Unmasking and reconnecting
Through the concept of Unmasking Pain, participants have been able to unmask themselves and reconnect with their own identities and creativity again. Sometimes, the creative activities proved to be a useful distraction and at other times they offered opportunities for self-discovery and new strategies to cope with pain, to the extent that pain was rarely a topic of conversation as the project progressed.
The highlight of the celebration event, however, was listening to pain livers read moving poems they had been motivated to write about their experiences. Hilary, who has Parkinson’s disease described her poems as being like baby birds that she carefully nurtures until they take flight. Meanwhile, Kathleen Wotton talked about her experience not only as someone who had found empowerment through creative writing but also as a sea swimmer.
No big pharma funding
An important aspect of Chazot’s and Cole’s work is their refusal to accept funding from big pharma for the research programme or the ‘Live Well with Pain’ web resources and training programmes. While many of us will be alert to the links between medical research and the drugs industry, we will be less aware of the way in which pharmaceutical companies attempt to ‘sanitise’ their reputation through arts sponsorship.

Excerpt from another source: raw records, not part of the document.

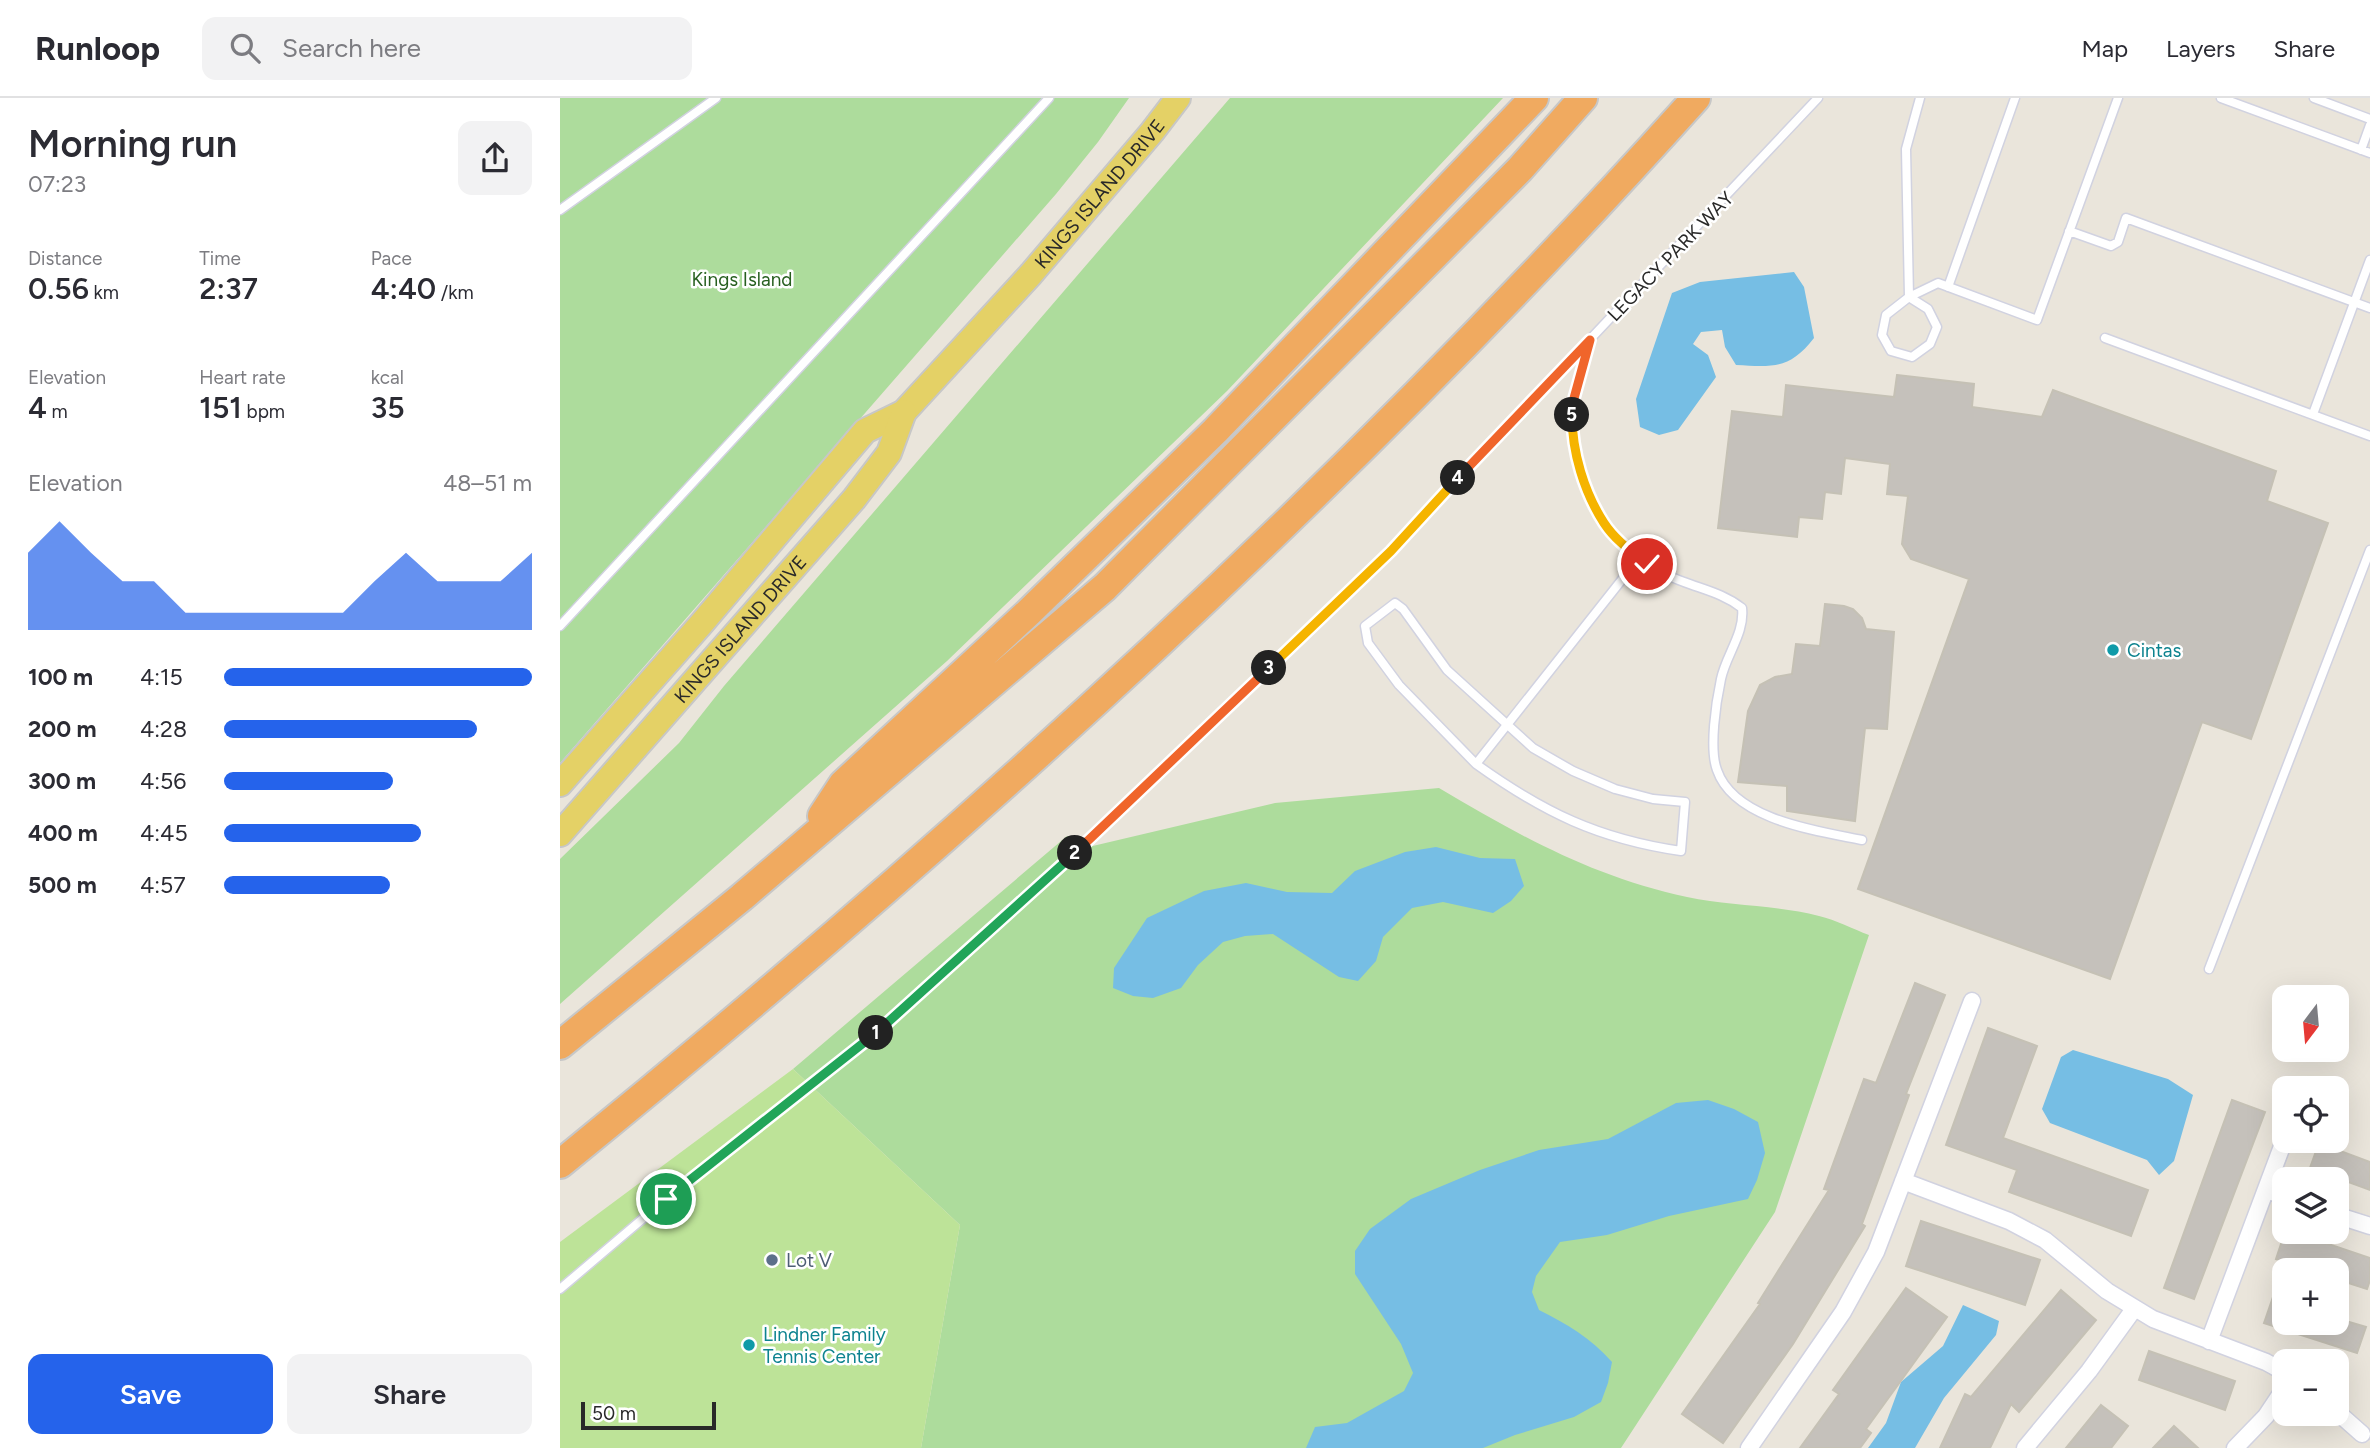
<!DOCTYPE html>
<meta charset="utf-8">
<style>
:root{--surface:#fff;--page:#f2f2f3;--text:#2b2b33;--muted:#7c7c81;--line:#e1e1e2;--accent:#2563eb}
body{margin:0;font-family:Figtree,sans-serif;background:var(--page);color:var(--text);height:100vh;display:flex;flex-direction:column;font-size:26px;white-space:nowrap}
*{box-sizing:border-box;margin:0}
p{font-size:23px;color:var(--muted)}
.icon{flex:none;width:38px;height:38px;fill:none;stroke:currentColor;stroke-width:2;stroke-linecap:round;stroke-linejoin:round}
.map{position:relative;flex:1;overflow:hidden}
.drawer{display:flex;flex-direction:column;background:var(--surface);width:560px}
.drawer>*{flex:none}
.needle{width:46px;rotate:196deg}
.tools{position:absolute;left:1712px;top:887px;display:grid;gap:14px}
.tools a{display:grid;place-items:center;width:77px;height:77px;border-radius:14px;background:var(--surface);box-shadow:0 7px 28px #0002;font-size:35px}
.scale{position:absolute;left:21px;bottom:18px;width:135px;box-sizing:border-box;padding-left:7px;border:4px solid #292929;border-top:0;font-size:19px;line-height:24px;white-space:nowrap;color:#292929;-webkit-text-stroke:5px #fff;paint-order:stroke}
.pin{position:absolute;display:grid;place-items:center;width:60px;height:60px;color:#fff;margin:-30px;border:4px solid #fff;border-radius:50%;box-shadow:0 2px 7px #0007}
.km{position:absolute;width:35px;height:35px;margin:-18px;border-radius:50%;background:#222;color:#fff;font-size:19px;line-height:35px;text-align:center}
.round{display:grid;place-items:center;flex:none;width:74px;height:74px;border-radius:14px;background:var(--page)}
.headline{display:flex;align-items:center;justify-content:space-between;height:119px;padding:0 28px}
h1{font-size:38px;font-weight:600;line-height:52px}
.metrics{display:grid;grid-template-columns:repeat(3,1fr);gap:10px;height:119px;padding:7px 28px}
.metrics div{display:grid;align-content:center}
.metrics b{font-size:30px;font-weight:600}
.metrics small{font-size:19px;font-weight:400}
.metrics p{font-size:19px}
.chart{height:196px;padding:14px 28px}
.chart p{display:flex;justify-content:space-between}
.chart svg{width:100%;height:126px;margin-top:7px;fill:var(--accent);opacity:.7}
.primary-button{display:flex;gap:14px;margin-top:auto;padding:14px 28px}
.primary-button a{flex:1;height:80px;border-radius:14px;background:var(--accent);color:#fff;font-size:28px;font-weight:600;line-height:80px;text-align:center}
.primary-button a+a{background:var(--page);color:var(--text)}
ul{padding:0 28px;list-style:none;font-size:23px}
li{display:grid;grid-template-columns:112px 84px 1fr;align-items:center;height:52px}
li i{height:18px;border-radius:9px;background:var(--accent)}
header{display:flex;align-items:center;gap:42px;box-sizing:border-box;height:98px;padding:0 35px;background:var(--surface);border-bottom:2px solid var(--line)}
header strong{font-size:33px}
nav{display:flex;gap:38px;margin-inline-start:auto;font-size:24px}
.search{width:490px;height:63px;background:var(--page);display:flex;align-items:center;gap:18px;box-sizing:border-box;padding:0 24px;border-radius:14px;color:var(--muted);font-size:26px}
main{display:flex;flex:1;min-height:0}
.map>svg:first-child{display:block}
</style>
<header>
<strong>Runloop</strong>
<div class="search"><svg class="icon" aria-label="search" viewBox="0 0 24 24"><circle cx="10" cy="10" r="6"/><path d="M15 15l6 6"/></svg>Search here</div>
<nav><a>Map</a><a>Layers</a><a>Share</a></nav>
</header>
<main>
<section class="drawer">
<div class="headline"><div><h1>Morning run</h1><p>07:23</p></div><a class="round"><svg class="icon" aria-label="share" viewBox="0 0 24 24"><path d="M12 15V3M7 8l5-5 5 5M5 13v7h14v-7"/></svg></a></div>
<div class="metrics">
<div><p>Distance</p><b>0.56<small> km</small></b></div>
<div><p>Time</p><b>2:37</b></div>
<div><p>Pace</p><b>4:40<small> /km</small></b></div>
</div>
<div class="metrics">
<div><p>Elevation</p><b>4<small> m</small></b></div>
<div><p>Heart rate</p><b>151<small> bpm</small></b></div>
<div><p>kcal</p><b>35</b></div>
</div>
<div class="chart"><p><span>Elevation</span>48–51 m</p>
<svg viewBox="0 0 160 44" preserveAspectRatio="none"><path d="M0 44V17L10 6L20 17L30 27L40 27L50 38L60 38L70 38L80 38L90 38L100 38L110 27L120 17L130 27L140 27L150 27L160 17V44z"/></svg>
</div>
<ul>
<li><b>100 m</b>4:15<i style="width:100%"></i></li>
<li><b>200 m</b>4:28<i style="width:82%"></i></li>
<li><b>300 m</b>4:56<i style="width:55%"></i></li>
<li><b>400 m</b>4:45<i style="width:64%"></i></li>
<li><b>500 m</b>4:57<i style="width:54%"></i></li>
</ul>
<div class="primary-button"><a>Save</a><a>Share</a></div>
</section>
<div class="map">
<svg width="1810" height="1350" viewBox="0 0 1810 1350">
<rect width="100%" height="100%" fill="#eae5db"/>
<path fill="#addc9c" d="M 0,0 L 569,0 L 538,44 L 496,96 L 0,665 Z
M 670,0 L 943,0 L 667,293 L 387,563 L 0,906 L 0,761 L 119,645 L 164,588 Z
M 879,690 C 960,738 1033,779 1127,799 C 1170,808 1216,807 1259,818 C 1276,822 1293,831 1309,837 L 1215,1114 L 1061,1350 L 361,1350 L 400,1127 L 233,971 L 507,738 L 520,751 L 715,705 Z"/>
<path fill="#bde398" d="M 233,971 L 400,1127 L 361,1350 L 0,1350 L 0,1144 Z"/>
<path fill="#76bee4" d="M 1234,174 L 1244,189 L 1254,240 C 1230,271 1214,269 1176,267 L 1165,249 L 1162,232 L 1141,234 L 1133,246 L 1148,257 L 1156,279 L 1118,332 L 1099,337 L 1080,329 L 1076,301 L 1112,195 L 1140,184 Z
M 876,749 L 920,760 L 955,761 L 964,788 L 951,803 L 933,815 L 883,804 L 852,810 L 823,839 L 816,863 L 798,883 L 779,879 L 713,836 L 685,838 L 663,844 L 638,867 L 621,890 L 593,900 L 573,898 L 553,890 L 554,870 L 587,820 L 644,793 L 686,785 L 727,794 L 772,795 L 795,773 L 845,754 Z
M 1513,952 L 1608,981 L 1633,997 L 1614,1063 L 1599,1077 L 1587,1062 L 1490,1025 L 1482,1011 L 1501,959 Z
M 1148,1002 L 1174,1011 L 1198,1024 L 1205,1055 L 1197,1082 L 1188,1101 L 1109,1118 L 1047,1137 L 1000,1144 L 976,1178 L 972,1194 L 979,1212 C 1007,1226 1031,1240 1052,1264 L 1048,1285 L 1041,1304 L 1014,1319 L 955,1337 L 923,1350 L 746,1350 L 755,1329 L 787,1325 L 844,1293 L 853,1275 L 841,1246 L 795,1176 L 795,1153 L 810,1131 L 851,1101 L 920,1072 L 979,1052 L 1048,1041 L 1116,1005 Z
M 1403,1207 L 1439,1223 L 1436,1237 L 1384,1300 L 1355,1350 L 1308,1350 L 1326,1325 L 1341,1284 L 1383,1248 Z"/>
<path fill="#c5c1bb" stroke="#c5c1b5" stroke-width="2" d="M 1337,277 L 1414,286 L 1412,309 L 1482,319 L 1493,292 L 1716,373 L 1707,403 L 1768,425 L 1691,641 L 1642,624 L 1550,881 L 1298,791 L 1409,481 L 1351,461 L 1342,446 L 1348,398 L 1327,396 L 1330,366 L 1285,360 L 1281,396 L 1265,394 L 1262,421 L 1239,419 L 1237,439 L 1158,430 L 1172,313 L 1223,319 L 1226,287 L 1334,299 Z
M 1265,506 L 1284,508 L 1293,511 L 1302,520 L 1306,531 L 1334,534 L 1327,631 L 1305,630 L 1295,723 L 1227,713 L 1227,688 L 1178,684 L 1188,613 L 1200,587 L 1215,579 L 1232,576 L 1236,546 L 1260,548 Z
M 1355,885 L 1385,897 L 1346,996 L 1349,997 L 1302,1126 L 1305,1128 L 1233,1246 L 1163,1345 L 1122,1316 L 1200,1206 L 1198,1205 L 1269,1092 L 1264,1091 L 1304,981 L 1316,985 Z
M 1428,930 L 1477,948 L 1443,1040 L 1588,1092 L 1571,1138 L 1449,1094 L 1457,1072 L 1386,1047 Z
M 1672,1002 L 1705,1014 L 1634,1201 L 1604,1190 Z
M 1759,1045 L 1810,1064 L 1810,1092 L 1750,1070 Z
M 1361,1123 L 1480,1162 L 1465,1207 L 1346,1168 Z
M 1725,1134 L 1733,1134 L 1810,1160 L 1810,1182 L 1807,1191 L 1776,1181 L 1776,1172 L 1751,1172 L 1716,1161 Z
M 1346,1190 L 1387,1219 L 1306,1331 L 1311,1335 L 1300,1350 L 1240,1350 L 1279,1296 L 1273,1292 Z
M 1501,1192 L 1536,1222 L 1459,1314 L 1451,1306 L 1430,1350 L 1380,1350 L 1405,1296 L 1411,1299 Z
M 1713,1199 L 1724,1203 L 1724,1225 L 1776,1225 L 1776,1220 L 1806,1229 L 1797,1255 L 1704,1225 Z
M 1589,1253 L 1675,1283 L 1665,1312 L 1579,1282 Z
M 1541,1307 L 1568,1328 L 1551,1350 L 1506,1350 Z
M 1614,1328 L 1638,1350 L 1593,1350 Z"/>
<g fill="none" stroke-linecap="round" stroke-linejoin="round">
<g stroke="#d1d2e0" stroke-width="11">
<path id="lane" d="M 1661,0 L 1810,55
M 1754,0 L 1810,21
M 1801,52 L 1810,27
M 0,112 L 156,0
M 1509,133 L 1551,148 L 1558,144 L 1566,120 L 1810,210
M 1388,189 L 1455,0
M 1349,199 L 1368,211 L 1377,229 L 1370,246 L 1352,259 L 1331,253 L 1322,237 L 1326,217 L 1349,199 L 1378,185 L 1477,222 L 1558,0
M 1349,199 L 1346,51 L 1360,0
M 1545,240 L 1810,338
M 1029,245 C 1024,265 1014,287 1012,307 C 1008,366 1037,437 1090,468 C 1101,474 1112,480 1124,484 C 1145,492 1164,496 1182,510 C 1185,535 1166,557 1161,581 C 1156,604 1149,651 1157,672 C 1174,722 1258,733 1302,742
M 1753,316 L 1810,162
M 0,528 L 489,0
M 916,666 L 839,587 L 808,545 L 805,528 L 835,505 L 843,511 L 887,572 L 973,650 L 1013,673 L 1055,691 L 1093,701 L 1125,704 L 1121,753 C 1038,741 983,714 916,666 L 1079,460
M 1649,871 L 1810,452
M 0,1191 L 106,1101 L 310,940 L 520,751 L 831,452 L 1258,0"/>
</g>
<g stroke="#d1d2e0" stroke-width="19">
<path id="street" d="M 1343,1083 L 1449,1123 L 1485,1142 L 1547,1193 L 1593,1221 L 1706,1264 L 1724,1274
M 1706,1092 L 1724,1098
M 1776,1117 L 1810,1128
M 1649,1243 L 1724,1043
M 1776,1313 L 1802,1336
M 1189,1350 L 1283,1214 L 1316,1154 L 1412,903
M 1465,1350 L 1529,1273 L 1574,1211
M 1675,1350 L 1706,1318 L 1724,1291"/>
</g>
<g stroke="#c7c7c7" stroke-width="28">
<g id="primary">
<path id="s1" d="M 0,686 L 142,525 L 305,333 L 344,314 L 471,176 L 592,34 L 618,0"/>
<path id="s2" d="M 0,736 L 294,401 L 329,355 L 344,314"/>
</g>
</g>
<g stroke="#c7c7c7" stroke-width="32">
<path id="highway" d="M 262,718 L 283,686 L 469,514 L 655,333 L 974,0
M 0,947 L 182,799 L 545,489 L 960,71 L 1023,0
M 0,1066 C 402,739 790,386 1136,0"/>
</g>
<use href="#lane" stroke="#fff" stroke-width="8"/>
<use href="#street" stroke="#fff" stroke-width="16"/>
<use href="#primary" stroke="#e4d166" stroke-width="24"/>
<use href="#highway" stroke="#f0aa60" stroke-width="28"/>
</g>
<g fill="none" stroke-linecap="round" stroke-linejoin="round">
<g stroke="#fff" stroke-width="14">
<path id="split-1" d="M 106,1101 L 316,935"/>
</g>
<g stroke="#fff" stroke-width="14">
<path id="split-2" d="M 316,935 L 515,755"/>
</g>
<g stroke="#fff" stroke-width="14">
<path id="split-3" d="M 515,755 L 709,570"/>
</g>
<g stroke="#fff" stroke-width="14">
<path id="split-4" d="M 709,570 L 831,453 L 898,380"/>
</g>
<g stroke="#fff" stroke-width="14">
<path id="split-5" d="M 898,380 L 1030,242 L 1013,304 L 1012,317"/>
</g>
<g stroke="#fff" stroke-width="14">
<path id="split-6" d="M 1012,317 C 1012,354 1024,394 1044,425 C 1055,442 1072,454 1087,466"/>
</g>
<use href="#split-1" stroke="#22a559" stroke-width="9"/>
<use href="#split-2" stroke="#22a559" stroke-width="9"/>
<use href="#split-3" stroke="#f0652b" stroke-width="9"/>
<use href="#split-4" stroke="#f5b400" stroke-width="9"/>
<use href="#split-5" stroke="#f0652b" stroke-width="9"/>
<use href="#split-6" stroke="#f5b400" stroke-width="9"/>
</g>
<g fill="#0f9aa8" stroke="#fff" stroke-width="2.5">
<circle cx="1553" cy="552" r="7"/>
<circle cx="189" cy="1247" r="7"/>
</g>
<circle fill="#5c6f8a" stroke="#fff" stroke-width="2.5" cx="212" cy="1162" r="7"/>
<g text-anchor="middle" stroke-width="5" stroke-linejoin="round" paint-order="stroke">
<g font-size="19" fill="#292929" stroke="#fff">
<text dy="7" stroke="none"><textPath href="#s1" startOffset="803">KINGS ISLAND DRIVE</textPath></text>
<text transform="translate(1110 158) rotate(-46)" y="7">LEGACY PARK WAY</text>
<text dy="7" stroke="none"><textPath href="#s2" startOffset="273">KINGS ISLAND DRIVE</textPath></text>
</g>
<g font-size="19" fill="#275f1f" stroke="#fff">
<text x="182" y="188">Kings Island</text>
</g>
<g font-size="19" fill="#0d838f" stroke="#fff" text-anchor="start">
<text x="1567" y="559">Cintas</text>
<text x="203" y="1243">Lindner Family<tspan x="203" dy="22">Tennis Center</tspan></text>
</g>
<g font-size="19" fill="#4e5e75" stroke="#fff" text-anchor="start">
<text x="226" y="1169">Lot V</text>
</g>
</g>
</svg>
<div class="tools">
<a><svg class="needle" viewBox="-14 -14 28 28"><path d="M0-13l5 13h-10z" fill="#e53935"/><path d="M0 13l5-13h-10z" fill="#7c7c81"/></svg></a>
<a><svg class="icon" aria-label="locate" viewBox="0 0 24 24"><circle cx="12" cy="12" r="6"/><path d="M12 2v4M12 18v4M2 12h4M18 12h4"/></svg></a>
<a><svg class="icon" aria-label="layers" viewBox="0 0 24 24"><path d="M12 4l9 5-9 5-9-5zM3 14l9 5 9-5"/></svg></a>
<a>+</a>
<a>−</a>
</div>
<div class="scale">50 m</div>
<div class="pin" style="left:106px;top:1101px;background:#1e9e55"><svg class="icon" aria-label="arrive" viewBox="0 0 24 24"><path d="M6 21V4h12l-3 4 3 4H6"/></svg></div>
<div class="pin" style="left:1087px;top:466px;background:#d93025"><svg class="icon" aria-label="check" viewBox="0 0 24 24"><path d="M5 12l5 5 9-10"/></svg></div>
<b class="km" style="left:316px;top:935px">1</b>
<b class="km" style="left:515px;top:755px">2</b>
<b class="km" style="left:709px;top:570px">3</b>
<b class="km" style="left:898px;top:380px">4</b>
<b class="km" style="left:1012px;top:317px">5</b>
</div>
</main>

Until recently the Victoria and Albert Museum was one of several museums and galleries to benefit from money from the Sackler family whose company Purdue Pharma has played its part in fuelling the opioid crisis in the USA. With money for the arts in short supply and the UK still outside the EU Horizon research programme, it’s time for the government to recognise the true value of the arts in healthcare and invest in more programmes such as the Footsteps Festival – not just because it saves the taxpayer money, but also because it quite clearly helps to transform the lives of those living with chronic pain.
Julie Ward has recently been nominated a Durham University WRIHW Fellow, along with pain liver Louise Trewern, a co-founder of the Footsteps Festival and 10-Footsteps Livers Expert trainer, in recognition of her long and invaluable collaboration with Chazot and his team.